Exercise prompt: Each entry below is to be written out exactly, and the pictures are to be left out.

Data extract:
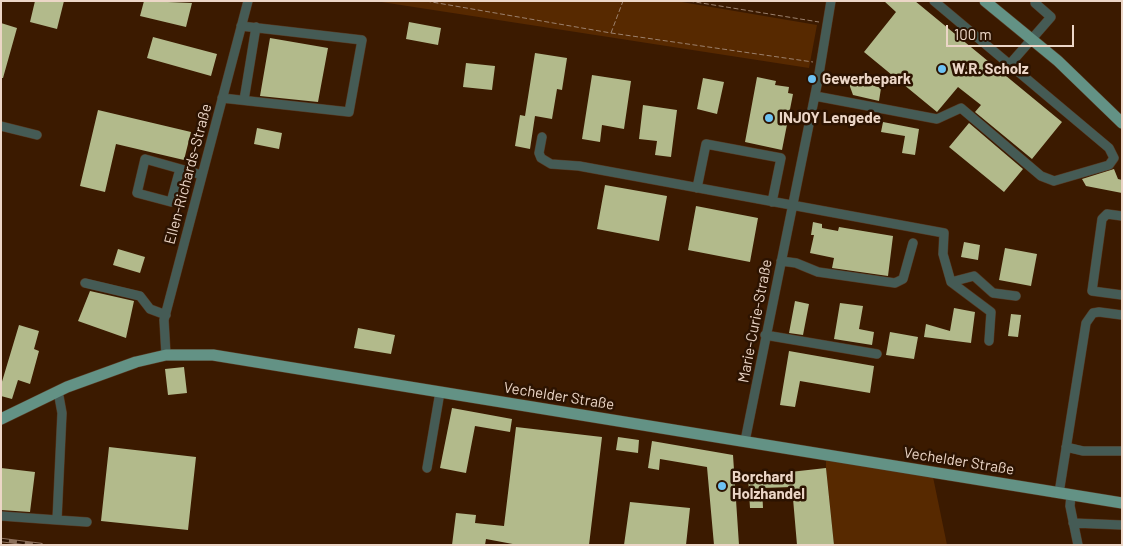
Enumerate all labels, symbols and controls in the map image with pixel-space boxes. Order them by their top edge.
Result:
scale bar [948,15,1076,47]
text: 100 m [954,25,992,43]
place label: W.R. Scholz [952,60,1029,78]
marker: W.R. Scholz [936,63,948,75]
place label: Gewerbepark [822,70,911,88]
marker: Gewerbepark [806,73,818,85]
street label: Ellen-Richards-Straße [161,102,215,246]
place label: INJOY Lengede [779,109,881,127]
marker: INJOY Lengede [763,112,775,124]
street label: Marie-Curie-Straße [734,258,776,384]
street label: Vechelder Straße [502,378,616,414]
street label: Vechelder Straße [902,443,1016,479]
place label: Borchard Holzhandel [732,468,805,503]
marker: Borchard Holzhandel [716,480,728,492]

Solution:
Enumerate all labels, symbols and controls in the map image with pixel-space boxes. Order them by their top edge.
Result:
scale bar [948,15,1076,47]
text: 100 m [954,25,992,43]
place label: W.R. Scholz [952,60,1029,78]
marker: W.R. Scholz [936,63,948,75]
place label: Gewerbepark [822,70,911,88]
marker: Gewerbepark [806,73,818,85]
street label: Ellen-Richards-Straße [161,102,215,246]
place label: INJOY Lengede [779,109,881,127]
marker: INJOY Lengede [763,112,775,124]
street label: Marie-Curie-Straße [734,258,776,384]
street label: Vechelder Straße [502,378,616,414]
street label: Vechelder Straße [902,443,1016,479]
place label: Borchard Holzhandel [732,468,805,503]
marker: Borchard Holzhandel [716,480,728,492]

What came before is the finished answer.